First things first; dealing with manipulative twunts can be extremely draining and I'm not at all surprised you're bone tired but schedule an appointment with your GP to rule out any physical cause and, if you're not sleeping well, ask for appropriate meds.
The way to deal with all you've got on your plate is to divide it up into bite size chunks and plough your way through slowly but surely. The following may serve to help you perceive what may appear to be overwhelming as manageable:
- Years of abuse, plus the physical abuse you mentioned, will have taken its toll on your dc too. If you haven't done so already, ask your GP or his school to refer your eldest ds to a paediactric psychology unit for counselling/play therapy and please give consideration to asking for a similar referral for your youngest ds.

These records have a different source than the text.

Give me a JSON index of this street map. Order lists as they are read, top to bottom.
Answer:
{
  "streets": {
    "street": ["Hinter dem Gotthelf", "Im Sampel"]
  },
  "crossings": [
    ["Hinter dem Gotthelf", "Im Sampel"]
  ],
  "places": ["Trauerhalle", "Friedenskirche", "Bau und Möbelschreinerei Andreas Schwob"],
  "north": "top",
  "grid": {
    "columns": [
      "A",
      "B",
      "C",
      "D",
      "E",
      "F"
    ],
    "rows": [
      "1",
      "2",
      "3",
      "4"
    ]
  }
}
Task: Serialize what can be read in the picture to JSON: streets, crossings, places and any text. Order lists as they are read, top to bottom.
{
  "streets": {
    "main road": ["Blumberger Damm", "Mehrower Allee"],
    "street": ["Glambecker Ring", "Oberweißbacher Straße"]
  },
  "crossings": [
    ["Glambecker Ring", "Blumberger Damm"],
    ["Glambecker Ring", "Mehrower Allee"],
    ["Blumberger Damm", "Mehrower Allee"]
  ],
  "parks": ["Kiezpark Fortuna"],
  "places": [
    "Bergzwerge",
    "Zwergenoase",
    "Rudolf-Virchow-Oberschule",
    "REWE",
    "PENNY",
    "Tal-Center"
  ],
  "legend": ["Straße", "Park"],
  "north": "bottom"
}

- With regard to the pending Hearing re contact, stick with your decision not to agree to any increase in the existing hours and instruct your solicitor to remind the Court that he is yet to comply with the direction for him to attend a course for abusive fathers, notwithstanding the fact that attendance at any such course will not change his behaviour one iota, but he'll pick up some jargon which he'll use to further manipulate and abuse others.
- The twunt clearly isn't opposed to divorce but, in common with others of his ilk, he doesn't want you divorcing him. Therefore, instruct your solicitor to file a further petition for divorce citing his unreasonable behaviour as per the facts of the matter in your earlier document. If he refuses to acknowledge receipt, engage the services of a process server or baliff and/or ask the Court to deem the papers served.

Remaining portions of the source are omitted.